In 2018, however, the Texas Court of Appeals, refused to further expand the accommodation doctrine. Harrison v. Rosetta Res. Operating, LP, No. 08-15-00318-CV 2018 Tex. App. LEXIS 6208 (Tex Ct. App. Aug. 8, 2018), involved a water-use dispute between an oil and gas lessee and the surface owner. The plaintiff owned the surface of a 320-acre tract. The surface estate had been severed from the mineral estate, with the minerals being owned by the State of Texas. The plaintiff executed an oil and gas lease on behalf of the State that allowed the lessee to use water from the land necessary for operations except water from wells or tanks of the landowner.
To settle a lawsuit with the plaintiff, the lessee agreed to buy 120,000 barrels of water. The lessee built a frac pit to store the water that it would use in drilling operations and drilled two wells. The lessee then assigned the lease to the defendant. The defendant drilled a third well and had plans to drill additional wells. However, the defendant did not buy water from the plaintiff as the lessee had.
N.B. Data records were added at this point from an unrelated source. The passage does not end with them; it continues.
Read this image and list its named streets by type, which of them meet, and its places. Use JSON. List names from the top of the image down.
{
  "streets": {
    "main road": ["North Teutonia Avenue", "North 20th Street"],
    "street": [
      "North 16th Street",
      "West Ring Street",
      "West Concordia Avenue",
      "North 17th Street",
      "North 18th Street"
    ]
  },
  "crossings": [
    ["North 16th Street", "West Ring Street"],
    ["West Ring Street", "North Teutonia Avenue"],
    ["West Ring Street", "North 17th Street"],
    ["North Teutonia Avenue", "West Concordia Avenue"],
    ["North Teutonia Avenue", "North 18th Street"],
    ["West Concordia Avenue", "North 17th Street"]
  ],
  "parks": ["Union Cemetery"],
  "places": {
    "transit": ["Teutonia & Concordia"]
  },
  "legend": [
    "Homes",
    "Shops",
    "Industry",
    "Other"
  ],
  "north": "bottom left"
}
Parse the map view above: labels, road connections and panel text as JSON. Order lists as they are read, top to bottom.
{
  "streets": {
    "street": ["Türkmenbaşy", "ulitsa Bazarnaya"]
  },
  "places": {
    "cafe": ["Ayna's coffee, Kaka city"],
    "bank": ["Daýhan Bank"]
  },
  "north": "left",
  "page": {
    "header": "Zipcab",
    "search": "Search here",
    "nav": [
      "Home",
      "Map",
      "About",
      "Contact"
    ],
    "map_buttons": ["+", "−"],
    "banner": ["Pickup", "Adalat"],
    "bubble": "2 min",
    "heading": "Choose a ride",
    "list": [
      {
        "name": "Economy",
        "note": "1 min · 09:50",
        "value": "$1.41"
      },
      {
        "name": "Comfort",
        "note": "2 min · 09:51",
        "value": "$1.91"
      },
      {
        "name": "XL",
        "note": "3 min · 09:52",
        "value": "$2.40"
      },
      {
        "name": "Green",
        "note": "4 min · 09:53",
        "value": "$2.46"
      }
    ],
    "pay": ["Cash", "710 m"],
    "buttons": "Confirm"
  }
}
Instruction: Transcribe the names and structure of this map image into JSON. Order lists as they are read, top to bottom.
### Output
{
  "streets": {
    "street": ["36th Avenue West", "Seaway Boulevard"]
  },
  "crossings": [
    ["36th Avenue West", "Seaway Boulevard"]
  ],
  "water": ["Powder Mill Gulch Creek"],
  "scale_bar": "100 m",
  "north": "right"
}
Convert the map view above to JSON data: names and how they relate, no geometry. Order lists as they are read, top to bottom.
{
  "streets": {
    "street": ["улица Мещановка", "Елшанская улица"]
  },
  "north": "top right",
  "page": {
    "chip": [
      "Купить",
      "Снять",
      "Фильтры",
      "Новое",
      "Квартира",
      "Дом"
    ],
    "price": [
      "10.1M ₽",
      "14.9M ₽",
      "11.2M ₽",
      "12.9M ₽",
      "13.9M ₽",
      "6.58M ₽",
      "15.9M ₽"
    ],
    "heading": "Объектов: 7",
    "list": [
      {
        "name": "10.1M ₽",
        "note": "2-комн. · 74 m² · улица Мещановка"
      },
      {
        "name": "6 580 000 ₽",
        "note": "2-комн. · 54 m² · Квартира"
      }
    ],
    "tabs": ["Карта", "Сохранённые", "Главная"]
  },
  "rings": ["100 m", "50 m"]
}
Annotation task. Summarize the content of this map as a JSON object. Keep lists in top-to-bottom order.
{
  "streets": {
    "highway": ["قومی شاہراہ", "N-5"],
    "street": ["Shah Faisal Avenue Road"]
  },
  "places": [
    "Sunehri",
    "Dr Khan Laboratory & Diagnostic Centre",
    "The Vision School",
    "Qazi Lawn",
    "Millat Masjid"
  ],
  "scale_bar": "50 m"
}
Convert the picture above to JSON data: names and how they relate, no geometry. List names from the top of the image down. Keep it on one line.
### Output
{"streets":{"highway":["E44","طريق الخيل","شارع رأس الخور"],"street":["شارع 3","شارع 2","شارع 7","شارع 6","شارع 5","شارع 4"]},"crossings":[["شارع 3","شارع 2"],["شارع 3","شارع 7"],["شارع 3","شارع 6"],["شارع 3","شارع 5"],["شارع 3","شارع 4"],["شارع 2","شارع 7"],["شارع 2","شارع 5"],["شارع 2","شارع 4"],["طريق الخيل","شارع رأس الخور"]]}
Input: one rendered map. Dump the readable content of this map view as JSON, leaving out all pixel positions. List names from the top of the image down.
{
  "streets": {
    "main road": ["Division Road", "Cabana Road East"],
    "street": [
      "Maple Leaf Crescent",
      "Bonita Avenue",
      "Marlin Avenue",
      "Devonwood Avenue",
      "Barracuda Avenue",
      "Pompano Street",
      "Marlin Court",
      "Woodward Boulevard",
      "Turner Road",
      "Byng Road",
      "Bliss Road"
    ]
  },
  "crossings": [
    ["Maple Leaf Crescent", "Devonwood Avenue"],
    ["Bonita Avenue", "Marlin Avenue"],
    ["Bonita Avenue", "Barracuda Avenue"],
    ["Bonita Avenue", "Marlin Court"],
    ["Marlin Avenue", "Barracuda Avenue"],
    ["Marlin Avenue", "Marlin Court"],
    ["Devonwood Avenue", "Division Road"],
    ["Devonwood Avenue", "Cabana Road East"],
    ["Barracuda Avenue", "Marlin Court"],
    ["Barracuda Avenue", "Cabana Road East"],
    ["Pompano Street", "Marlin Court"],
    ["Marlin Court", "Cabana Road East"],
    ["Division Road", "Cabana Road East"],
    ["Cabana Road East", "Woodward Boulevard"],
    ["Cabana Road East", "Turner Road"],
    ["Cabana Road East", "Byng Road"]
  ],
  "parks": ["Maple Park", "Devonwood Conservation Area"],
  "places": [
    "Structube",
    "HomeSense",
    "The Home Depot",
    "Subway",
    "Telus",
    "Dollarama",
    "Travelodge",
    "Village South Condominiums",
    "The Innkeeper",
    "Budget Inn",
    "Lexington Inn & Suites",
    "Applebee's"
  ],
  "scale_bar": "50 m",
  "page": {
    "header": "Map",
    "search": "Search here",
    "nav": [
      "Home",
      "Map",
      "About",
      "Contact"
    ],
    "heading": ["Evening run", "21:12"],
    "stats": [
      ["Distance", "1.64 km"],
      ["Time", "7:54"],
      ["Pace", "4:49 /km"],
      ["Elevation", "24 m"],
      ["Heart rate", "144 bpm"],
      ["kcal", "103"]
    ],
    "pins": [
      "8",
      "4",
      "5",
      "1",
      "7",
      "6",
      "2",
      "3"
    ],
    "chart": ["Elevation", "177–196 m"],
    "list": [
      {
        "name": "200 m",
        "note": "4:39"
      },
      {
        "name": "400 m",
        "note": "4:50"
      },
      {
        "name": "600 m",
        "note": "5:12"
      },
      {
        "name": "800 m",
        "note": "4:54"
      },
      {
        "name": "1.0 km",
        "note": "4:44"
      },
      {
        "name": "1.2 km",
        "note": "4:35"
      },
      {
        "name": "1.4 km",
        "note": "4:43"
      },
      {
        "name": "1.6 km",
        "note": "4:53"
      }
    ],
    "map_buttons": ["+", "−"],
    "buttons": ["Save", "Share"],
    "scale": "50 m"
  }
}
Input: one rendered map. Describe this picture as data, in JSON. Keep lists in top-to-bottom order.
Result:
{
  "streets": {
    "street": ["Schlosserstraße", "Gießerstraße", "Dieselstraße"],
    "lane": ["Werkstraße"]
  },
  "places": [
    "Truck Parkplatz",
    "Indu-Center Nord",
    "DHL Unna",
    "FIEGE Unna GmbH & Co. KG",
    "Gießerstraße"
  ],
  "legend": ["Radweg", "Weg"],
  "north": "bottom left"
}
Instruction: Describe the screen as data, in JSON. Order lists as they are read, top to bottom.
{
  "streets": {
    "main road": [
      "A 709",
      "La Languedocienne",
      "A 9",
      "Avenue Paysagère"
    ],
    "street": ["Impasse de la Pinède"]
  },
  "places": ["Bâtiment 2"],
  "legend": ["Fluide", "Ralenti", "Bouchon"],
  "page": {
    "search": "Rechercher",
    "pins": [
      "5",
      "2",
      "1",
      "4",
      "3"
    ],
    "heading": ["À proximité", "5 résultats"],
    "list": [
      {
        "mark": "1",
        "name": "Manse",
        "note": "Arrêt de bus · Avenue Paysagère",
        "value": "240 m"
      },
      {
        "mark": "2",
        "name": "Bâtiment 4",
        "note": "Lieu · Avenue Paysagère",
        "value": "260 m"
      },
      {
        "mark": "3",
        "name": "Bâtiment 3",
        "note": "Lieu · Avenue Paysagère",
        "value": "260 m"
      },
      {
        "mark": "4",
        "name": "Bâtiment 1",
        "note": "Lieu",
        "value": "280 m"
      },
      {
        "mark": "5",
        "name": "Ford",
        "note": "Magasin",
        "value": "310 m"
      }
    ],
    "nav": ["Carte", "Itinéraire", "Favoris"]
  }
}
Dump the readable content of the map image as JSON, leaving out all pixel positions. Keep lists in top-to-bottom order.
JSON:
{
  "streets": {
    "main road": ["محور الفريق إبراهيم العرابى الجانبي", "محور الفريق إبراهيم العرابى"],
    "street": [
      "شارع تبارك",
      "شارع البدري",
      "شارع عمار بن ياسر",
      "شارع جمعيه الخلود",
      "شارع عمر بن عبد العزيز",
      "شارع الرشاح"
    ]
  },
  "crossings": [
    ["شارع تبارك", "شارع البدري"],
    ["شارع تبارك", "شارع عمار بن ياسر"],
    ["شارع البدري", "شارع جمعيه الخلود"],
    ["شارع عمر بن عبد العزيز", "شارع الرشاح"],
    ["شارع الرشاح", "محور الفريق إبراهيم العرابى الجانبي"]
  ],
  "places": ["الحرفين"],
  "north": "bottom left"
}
Instead, the defendant pumped water from a neighbor and brought temporary waterlines onto the plaintiff’s property to fill storage tanks.
The plaintiff claimed that the defendant (via an employee) orally agreed to continue the existing arrangement that the plaintiff had with lessee and was in violation with an alleged industry custom in Texas – that an oil and gas lessee would only buy water from the surface owner of the tract it was operating. The plaintiff claimed that it wasn’t necessary for the defendant to bring in hoses and equipment because the defendant should have bought the plaintiff’s water from the plaintiff, Not doing so violated the accommodation doctrine. The trial court rejected the plaintiff’s arguments.
The appellate court determined that the plaintiff’s accommodation doctrine arguments appeared to rest on his proposition that because a frac pit was built on his land for use by the former lessee, it unified the use of the land with the oil and gas operations, and when the defendant chose not buy his water it substantially interfered with his existing use of the land as a source of water for drilling operations. Thus, the substantial interference complained of was that the frac pit was no longer profitable because the defendant is not using it to supply water for its operations. The appellate court held that categorizing a refusal to buy goods produced from the land as interference with the land for purposes of the accommodation doctrine would stretch the doctrine beyond recognition. Therefore, because the defendant’s use did not impair the plaintiff’s existing surface use in any way, except in the sense that not buying the water had precluded the plaintiff from realizing potential revenue from selling its water to the defendant, the inconvenience to the surface estate was not evidence that the owner had no reasonable alternative to maintain the existing use. Lastly, the court determined that if it were to hold for the plaintiff on these facts they would, in effect, be holding that all mineral lessees must use and purchase water from the surface owner under the accommodation doctrine if his water is available for use. Accordingly, the appellate court affirmed.
In, Bay v. Anadarko E&P Onshore LLC, No. 17-1374, 2018 U.S. App. LEXIS 36454 (10th Cir. Dec. 26, 2018), the plaintiffs, a married couple, operate a farm in Weld, County, CO. In 1907, the Union Pacific Railroad acquired large swaths of land and sold off surface rights to others, ultimately selling subsurface rights to mineral deposits to the defendant, an oil and gas company. The 1907 deed reserved the following: “First. All coal and other minerals within or underlying said lands. Second. The exclusive right to prospect in and upon said land for coal and other minerals therein, or which may be supposed to be therein, and to mine for and remove, from said land, all coal and other minerals which may be found thereon by anyone. Third. The right of ingress, egress and regress upon said land to prospect for, mine and remove any and all such coal or other minerals; and the right to use so much of said land as may be convenient or necessary for the right-of-way to and from such prospect places or mines, and for the convenient and proper operation of such prospect places, mines, and for roads and approaches thereto or for removal therefrom of coal, mineral, machinery or other material” [emphasis added].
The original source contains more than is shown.